Starting at the top of the records below, write out each line exactly as it stands, stopping after the line with "2px #1f3d34) drop-shadow(0"; exclude the pictures.

═════ TASK MATERIAL

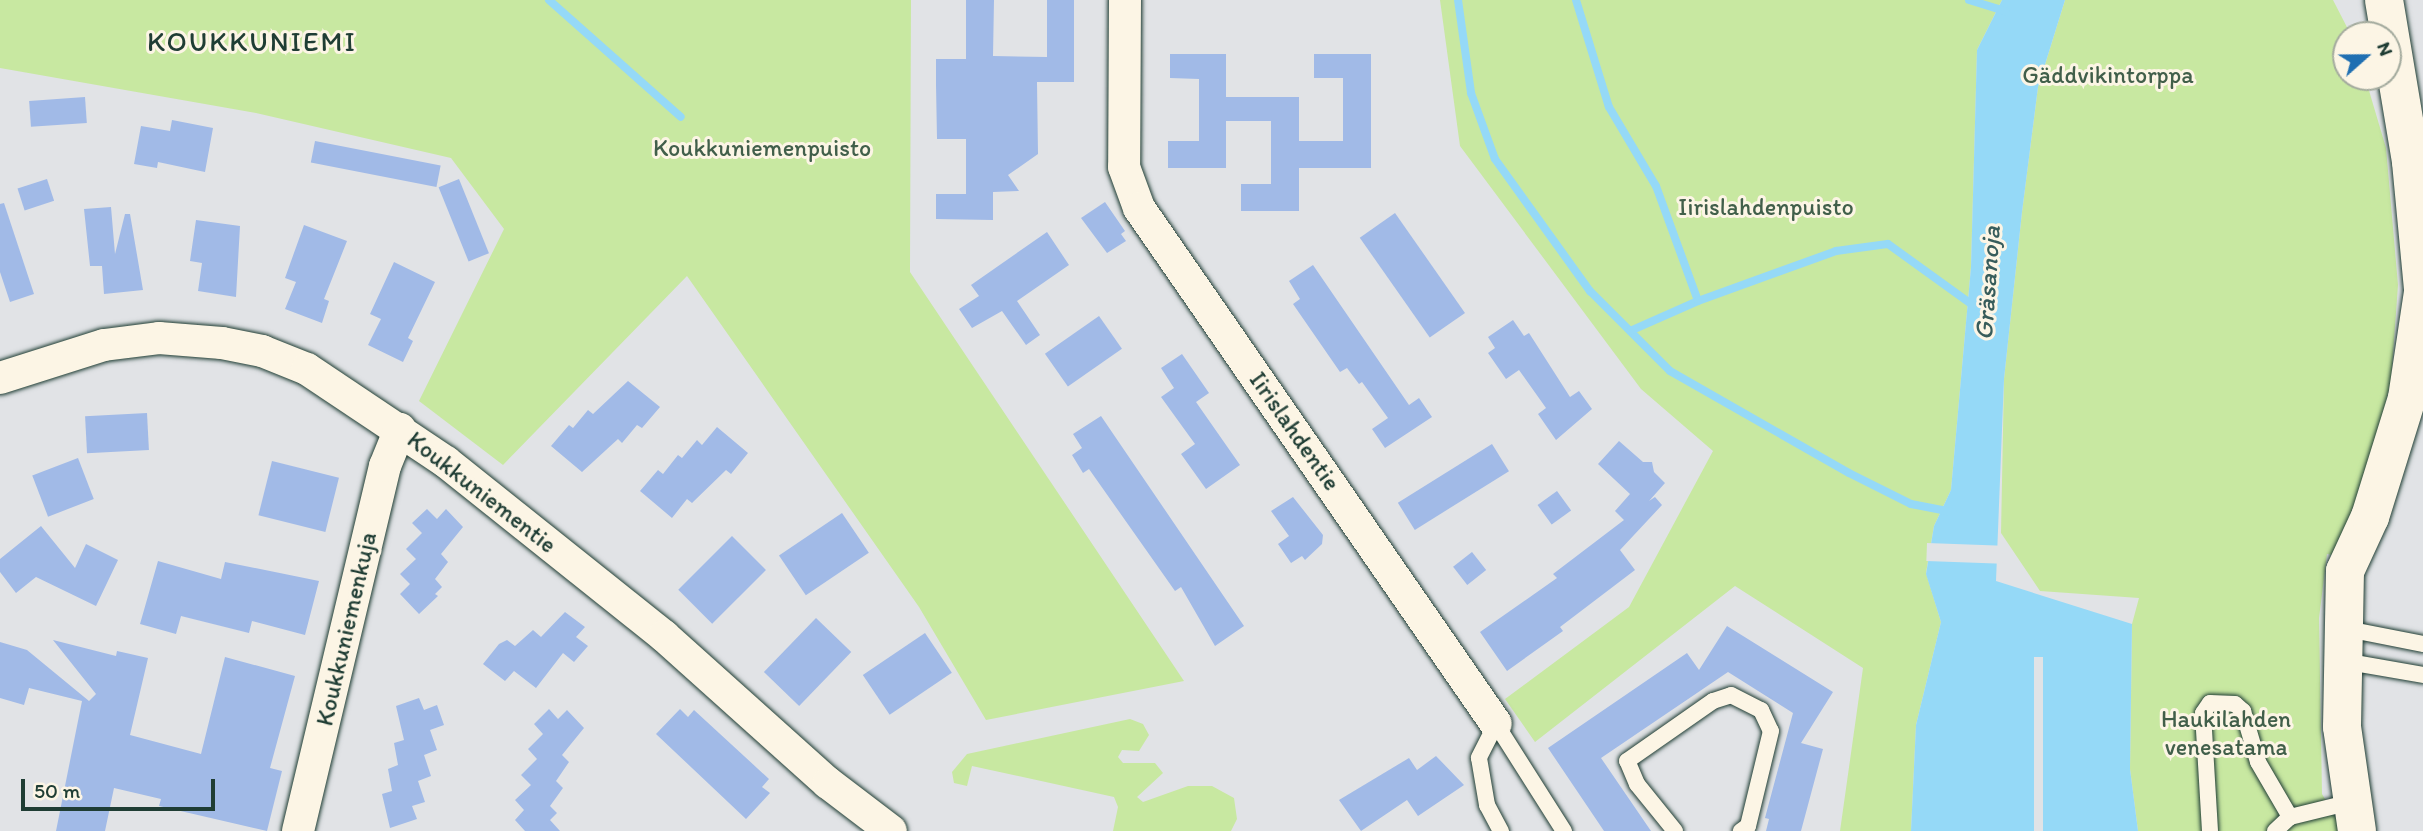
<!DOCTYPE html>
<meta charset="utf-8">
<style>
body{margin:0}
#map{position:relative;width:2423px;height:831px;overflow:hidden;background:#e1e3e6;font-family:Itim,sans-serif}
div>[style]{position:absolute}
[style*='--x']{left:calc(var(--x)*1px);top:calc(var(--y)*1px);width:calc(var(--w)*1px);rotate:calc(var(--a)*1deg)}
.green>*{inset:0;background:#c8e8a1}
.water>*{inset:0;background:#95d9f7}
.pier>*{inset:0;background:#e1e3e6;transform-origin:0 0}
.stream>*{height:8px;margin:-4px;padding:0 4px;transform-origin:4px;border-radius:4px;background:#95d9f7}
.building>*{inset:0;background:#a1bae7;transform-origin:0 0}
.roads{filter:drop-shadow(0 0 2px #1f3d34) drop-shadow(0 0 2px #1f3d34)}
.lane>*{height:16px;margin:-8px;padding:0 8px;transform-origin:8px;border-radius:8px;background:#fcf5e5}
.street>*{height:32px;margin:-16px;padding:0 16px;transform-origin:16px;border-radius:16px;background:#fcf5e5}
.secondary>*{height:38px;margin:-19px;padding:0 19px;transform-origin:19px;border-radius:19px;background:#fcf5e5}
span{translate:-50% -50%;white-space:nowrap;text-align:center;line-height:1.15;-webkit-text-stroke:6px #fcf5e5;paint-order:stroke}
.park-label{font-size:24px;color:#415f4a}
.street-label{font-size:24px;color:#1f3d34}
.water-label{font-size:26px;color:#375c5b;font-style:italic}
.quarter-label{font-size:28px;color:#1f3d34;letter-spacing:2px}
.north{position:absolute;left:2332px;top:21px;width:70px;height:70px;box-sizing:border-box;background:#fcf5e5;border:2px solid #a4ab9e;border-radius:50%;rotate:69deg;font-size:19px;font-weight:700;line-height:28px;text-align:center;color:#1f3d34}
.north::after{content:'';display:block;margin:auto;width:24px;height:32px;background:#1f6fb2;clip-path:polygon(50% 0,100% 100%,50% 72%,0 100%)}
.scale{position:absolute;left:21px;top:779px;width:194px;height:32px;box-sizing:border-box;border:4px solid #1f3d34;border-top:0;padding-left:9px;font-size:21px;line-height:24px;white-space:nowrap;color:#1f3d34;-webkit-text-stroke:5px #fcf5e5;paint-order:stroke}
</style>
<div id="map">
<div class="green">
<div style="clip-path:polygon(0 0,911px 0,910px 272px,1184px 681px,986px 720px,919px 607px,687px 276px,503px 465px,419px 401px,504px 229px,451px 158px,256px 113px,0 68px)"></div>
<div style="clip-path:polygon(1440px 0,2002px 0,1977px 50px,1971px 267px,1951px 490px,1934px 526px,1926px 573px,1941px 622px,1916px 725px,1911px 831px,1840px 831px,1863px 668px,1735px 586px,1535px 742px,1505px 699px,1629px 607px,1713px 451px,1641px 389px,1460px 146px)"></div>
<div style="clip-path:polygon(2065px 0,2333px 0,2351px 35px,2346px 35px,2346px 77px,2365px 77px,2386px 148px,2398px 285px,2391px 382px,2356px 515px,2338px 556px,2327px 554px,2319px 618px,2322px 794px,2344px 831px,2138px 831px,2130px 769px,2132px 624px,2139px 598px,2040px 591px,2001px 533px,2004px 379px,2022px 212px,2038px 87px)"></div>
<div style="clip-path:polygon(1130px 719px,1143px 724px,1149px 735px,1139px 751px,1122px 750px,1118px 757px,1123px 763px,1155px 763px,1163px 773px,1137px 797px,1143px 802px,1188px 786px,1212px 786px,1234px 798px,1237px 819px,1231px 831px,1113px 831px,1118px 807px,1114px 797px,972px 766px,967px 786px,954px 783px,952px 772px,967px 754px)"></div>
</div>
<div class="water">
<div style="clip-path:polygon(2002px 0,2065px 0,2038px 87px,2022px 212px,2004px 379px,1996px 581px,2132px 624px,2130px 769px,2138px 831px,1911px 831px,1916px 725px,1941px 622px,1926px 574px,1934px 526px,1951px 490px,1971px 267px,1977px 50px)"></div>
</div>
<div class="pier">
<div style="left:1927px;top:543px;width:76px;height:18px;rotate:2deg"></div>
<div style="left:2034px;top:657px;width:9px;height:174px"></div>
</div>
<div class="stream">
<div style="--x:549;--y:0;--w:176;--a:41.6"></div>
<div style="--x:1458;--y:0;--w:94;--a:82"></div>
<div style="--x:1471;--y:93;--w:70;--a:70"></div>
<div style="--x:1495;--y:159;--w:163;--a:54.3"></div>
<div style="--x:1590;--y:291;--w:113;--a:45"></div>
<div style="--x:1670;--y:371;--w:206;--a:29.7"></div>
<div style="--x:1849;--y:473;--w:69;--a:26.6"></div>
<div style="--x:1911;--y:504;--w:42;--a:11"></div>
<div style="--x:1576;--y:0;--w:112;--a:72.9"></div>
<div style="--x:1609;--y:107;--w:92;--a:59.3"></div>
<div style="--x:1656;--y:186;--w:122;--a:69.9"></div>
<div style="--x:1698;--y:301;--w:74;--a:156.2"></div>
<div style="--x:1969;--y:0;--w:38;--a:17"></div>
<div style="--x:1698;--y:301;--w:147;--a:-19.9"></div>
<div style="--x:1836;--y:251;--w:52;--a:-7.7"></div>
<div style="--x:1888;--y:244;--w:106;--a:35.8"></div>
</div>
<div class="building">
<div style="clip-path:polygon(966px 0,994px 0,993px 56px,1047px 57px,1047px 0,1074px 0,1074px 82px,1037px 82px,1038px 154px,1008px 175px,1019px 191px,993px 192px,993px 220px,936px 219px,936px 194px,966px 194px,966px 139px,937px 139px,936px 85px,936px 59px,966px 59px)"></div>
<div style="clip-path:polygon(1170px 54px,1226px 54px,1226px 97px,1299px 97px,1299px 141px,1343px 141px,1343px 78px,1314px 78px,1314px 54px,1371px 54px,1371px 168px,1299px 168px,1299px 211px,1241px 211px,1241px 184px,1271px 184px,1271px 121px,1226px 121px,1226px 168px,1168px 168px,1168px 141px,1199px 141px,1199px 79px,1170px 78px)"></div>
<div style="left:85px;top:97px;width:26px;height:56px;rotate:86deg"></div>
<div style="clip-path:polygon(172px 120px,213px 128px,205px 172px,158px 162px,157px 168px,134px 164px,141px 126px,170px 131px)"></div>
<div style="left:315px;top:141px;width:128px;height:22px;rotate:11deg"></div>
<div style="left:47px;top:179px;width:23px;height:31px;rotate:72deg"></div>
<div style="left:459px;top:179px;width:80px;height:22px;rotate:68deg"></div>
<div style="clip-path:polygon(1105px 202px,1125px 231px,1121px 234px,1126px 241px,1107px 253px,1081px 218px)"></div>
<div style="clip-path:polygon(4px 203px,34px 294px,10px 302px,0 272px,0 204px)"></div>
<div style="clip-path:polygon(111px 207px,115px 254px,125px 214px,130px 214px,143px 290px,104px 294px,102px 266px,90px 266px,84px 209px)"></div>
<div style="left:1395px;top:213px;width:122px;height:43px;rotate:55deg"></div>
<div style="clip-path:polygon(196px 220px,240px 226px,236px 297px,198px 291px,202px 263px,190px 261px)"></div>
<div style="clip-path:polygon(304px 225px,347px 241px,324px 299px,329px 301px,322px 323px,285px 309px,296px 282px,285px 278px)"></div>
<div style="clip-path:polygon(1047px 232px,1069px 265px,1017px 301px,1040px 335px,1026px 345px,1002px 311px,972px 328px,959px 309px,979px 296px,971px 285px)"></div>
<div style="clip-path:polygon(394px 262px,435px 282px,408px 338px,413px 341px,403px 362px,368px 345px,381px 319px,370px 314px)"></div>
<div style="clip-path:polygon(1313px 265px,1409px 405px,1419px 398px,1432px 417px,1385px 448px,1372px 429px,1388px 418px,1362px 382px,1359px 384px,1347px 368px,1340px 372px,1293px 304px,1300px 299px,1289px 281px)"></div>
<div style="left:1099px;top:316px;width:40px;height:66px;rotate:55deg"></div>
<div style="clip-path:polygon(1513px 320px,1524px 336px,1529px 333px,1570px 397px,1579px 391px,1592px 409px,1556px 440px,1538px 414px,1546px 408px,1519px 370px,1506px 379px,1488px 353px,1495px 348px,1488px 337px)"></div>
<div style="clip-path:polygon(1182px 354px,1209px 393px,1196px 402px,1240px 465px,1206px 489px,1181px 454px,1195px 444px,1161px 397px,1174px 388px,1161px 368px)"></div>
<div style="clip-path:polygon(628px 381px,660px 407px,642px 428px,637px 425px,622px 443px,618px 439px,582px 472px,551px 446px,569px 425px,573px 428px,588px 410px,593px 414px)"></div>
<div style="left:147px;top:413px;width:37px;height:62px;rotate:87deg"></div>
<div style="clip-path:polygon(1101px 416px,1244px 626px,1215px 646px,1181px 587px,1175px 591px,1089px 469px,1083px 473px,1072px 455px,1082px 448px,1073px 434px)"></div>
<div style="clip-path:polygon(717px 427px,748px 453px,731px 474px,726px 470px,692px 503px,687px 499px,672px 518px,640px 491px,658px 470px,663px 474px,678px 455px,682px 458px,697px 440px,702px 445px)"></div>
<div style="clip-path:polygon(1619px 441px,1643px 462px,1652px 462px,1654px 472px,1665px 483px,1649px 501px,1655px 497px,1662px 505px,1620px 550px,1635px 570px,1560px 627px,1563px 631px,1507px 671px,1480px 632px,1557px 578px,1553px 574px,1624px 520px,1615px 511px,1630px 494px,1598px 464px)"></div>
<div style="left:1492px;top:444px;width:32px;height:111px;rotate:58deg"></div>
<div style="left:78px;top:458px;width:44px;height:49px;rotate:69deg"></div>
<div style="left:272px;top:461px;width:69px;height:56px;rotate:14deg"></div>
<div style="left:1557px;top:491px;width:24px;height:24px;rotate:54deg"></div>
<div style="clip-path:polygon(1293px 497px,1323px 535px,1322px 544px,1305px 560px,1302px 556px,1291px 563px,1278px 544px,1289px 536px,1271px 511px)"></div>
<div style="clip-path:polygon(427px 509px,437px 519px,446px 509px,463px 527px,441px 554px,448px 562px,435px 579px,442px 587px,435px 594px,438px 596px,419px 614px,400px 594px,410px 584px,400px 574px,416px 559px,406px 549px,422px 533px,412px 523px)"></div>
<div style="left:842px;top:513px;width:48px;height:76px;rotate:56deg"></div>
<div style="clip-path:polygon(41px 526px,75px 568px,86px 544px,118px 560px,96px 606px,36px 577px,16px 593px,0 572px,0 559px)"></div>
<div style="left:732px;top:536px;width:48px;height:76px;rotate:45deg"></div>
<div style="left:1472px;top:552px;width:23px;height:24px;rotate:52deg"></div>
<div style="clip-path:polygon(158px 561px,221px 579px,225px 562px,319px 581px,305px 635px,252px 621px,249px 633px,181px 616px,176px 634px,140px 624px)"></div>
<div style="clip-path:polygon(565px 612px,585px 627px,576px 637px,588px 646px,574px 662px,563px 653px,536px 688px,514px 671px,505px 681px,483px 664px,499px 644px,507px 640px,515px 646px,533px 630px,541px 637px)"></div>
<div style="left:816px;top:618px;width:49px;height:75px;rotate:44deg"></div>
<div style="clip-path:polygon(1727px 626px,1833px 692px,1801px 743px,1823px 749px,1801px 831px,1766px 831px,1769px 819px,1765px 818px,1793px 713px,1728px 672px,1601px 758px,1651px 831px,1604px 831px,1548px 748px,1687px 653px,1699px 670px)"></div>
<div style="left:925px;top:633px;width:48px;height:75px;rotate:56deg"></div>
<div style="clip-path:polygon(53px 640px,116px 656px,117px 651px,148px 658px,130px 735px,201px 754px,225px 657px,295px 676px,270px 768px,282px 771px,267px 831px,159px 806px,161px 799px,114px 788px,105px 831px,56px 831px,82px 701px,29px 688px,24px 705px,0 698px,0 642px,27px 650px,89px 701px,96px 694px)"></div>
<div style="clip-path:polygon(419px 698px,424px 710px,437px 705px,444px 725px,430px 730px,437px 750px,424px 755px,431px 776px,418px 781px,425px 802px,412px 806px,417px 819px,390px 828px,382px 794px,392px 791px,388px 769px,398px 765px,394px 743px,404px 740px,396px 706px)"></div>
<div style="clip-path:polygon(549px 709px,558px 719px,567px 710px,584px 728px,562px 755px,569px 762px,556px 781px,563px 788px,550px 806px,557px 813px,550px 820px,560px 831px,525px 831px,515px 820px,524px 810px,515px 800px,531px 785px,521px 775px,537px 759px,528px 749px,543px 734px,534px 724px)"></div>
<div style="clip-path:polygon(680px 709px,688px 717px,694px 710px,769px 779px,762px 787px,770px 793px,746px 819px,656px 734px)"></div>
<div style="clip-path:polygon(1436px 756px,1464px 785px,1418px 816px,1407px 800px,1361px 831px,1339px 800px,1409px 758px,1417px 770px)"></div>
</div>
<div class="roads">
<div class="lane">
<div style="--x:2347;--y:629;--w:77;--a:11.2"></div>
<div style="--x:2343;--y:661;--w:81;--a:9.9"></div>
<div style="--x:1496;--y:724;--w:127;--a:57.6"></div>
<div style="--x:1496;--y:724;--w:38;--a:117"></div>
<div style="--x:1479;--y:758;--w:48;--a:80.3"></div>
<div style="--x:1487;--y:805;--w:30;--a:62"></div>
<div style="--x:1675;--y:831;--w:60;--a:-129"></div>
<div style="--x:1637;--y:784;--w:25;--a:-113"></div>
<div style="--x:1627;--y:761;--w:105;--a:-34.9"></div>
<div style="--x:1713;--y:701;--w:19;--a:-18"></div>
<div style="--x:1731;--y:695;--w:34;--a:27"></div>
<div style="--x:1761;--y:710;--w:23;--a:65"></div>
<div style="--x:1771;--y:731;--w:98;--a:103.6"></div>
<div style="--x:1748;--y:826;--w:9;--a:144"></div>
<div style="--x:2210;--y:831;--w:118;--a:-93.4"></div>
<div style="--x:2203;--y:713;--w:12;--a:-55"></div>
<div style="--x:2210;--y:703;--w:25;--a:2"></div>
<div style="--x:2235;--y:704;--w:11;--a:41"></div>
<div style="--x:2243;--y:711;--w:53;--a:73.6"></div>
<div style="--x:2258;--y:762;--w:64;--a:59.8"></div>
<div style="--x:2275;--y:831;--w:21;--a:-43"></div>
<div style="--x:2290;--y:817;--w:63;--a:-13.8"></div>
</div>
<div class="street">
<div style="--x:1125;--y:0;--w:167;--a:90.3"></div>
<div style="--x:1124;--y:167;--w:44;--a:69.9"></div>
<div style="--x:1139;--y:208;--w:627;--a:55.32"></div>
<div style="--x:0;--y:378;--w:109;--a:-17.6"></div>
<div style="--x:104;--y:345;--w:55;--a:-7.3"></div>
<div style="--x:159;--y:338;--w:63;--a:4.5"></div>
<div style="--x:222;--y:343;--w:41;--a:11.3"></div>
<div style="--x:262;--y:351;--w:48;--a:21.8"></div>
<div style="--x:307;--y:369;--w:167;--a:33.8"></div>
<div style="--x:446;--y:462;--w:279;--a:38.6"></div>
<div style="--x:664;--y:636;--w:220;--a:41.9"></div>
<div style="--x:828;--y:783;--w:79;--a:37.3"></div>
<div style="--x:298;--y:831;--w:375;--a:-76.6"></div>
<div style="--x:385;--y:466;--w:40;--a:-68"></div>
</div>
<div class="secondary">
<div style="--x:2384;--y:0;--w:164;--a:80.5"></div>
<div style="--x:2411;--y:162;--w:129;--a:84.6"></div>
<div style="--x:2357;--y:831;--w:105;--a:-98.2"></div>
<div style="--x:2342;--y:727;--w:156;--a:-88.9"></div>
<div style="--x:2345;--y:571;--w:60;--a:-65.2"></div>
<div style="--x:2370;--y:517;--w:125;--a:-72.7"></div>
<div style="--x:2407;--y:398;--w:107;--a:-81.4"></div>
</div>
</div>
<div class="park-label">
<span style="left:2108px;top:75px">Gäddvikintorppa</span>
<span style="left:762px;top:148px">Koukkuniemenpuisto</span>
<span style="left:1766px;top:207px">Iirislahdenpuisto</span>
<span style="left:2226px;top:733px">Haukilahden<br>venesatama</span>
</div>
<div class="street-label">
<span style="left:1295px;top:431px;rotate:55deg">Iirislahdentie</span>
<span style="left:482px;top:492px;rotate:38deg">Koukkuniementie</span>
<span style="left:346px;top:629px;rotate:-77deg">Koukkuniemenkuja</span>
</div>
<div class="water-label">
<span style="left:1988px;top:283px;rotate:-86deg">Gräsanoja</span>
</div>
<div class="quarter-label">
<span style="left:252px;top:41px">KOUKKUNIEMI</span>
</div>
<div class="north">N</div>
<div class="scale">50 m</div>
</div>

══════════

**REPLY:**
<!DOCTYPE html>
<meta charset="utf-8">
<style>
body{margin:0}
#map{position:relative;width:2423px;height:831px;overflow:hidden;background:#e1e3e6;font-family:Itim,sans-serif}
div>[style]{position:absolute}
[style*='--x']{left:calc(var(--x)*1px);top:calc(var(--y)*1px);width:calc(var(--w)*1px);rotate:calc(var(--a)*1deg)}
.green>*{inset:0;background:#c8e8a1}
.water>*{inset:0;background:#95d9f7}
.pier>*{inset:0;background:#e1e3e6;transform-origin:0 0}
.stream>*{height:8px;margin:-4px;padding:0 4px;transform-origin:4px;border-radius:4px;background:#95d9f7}
.building>*{inset:0;background:#a1bae7;transform-origin:0 0}
.roads{filter:drop-shadow(0 0 2px #1f3d34) drop-shadow(0 0 2px #1f3d34)}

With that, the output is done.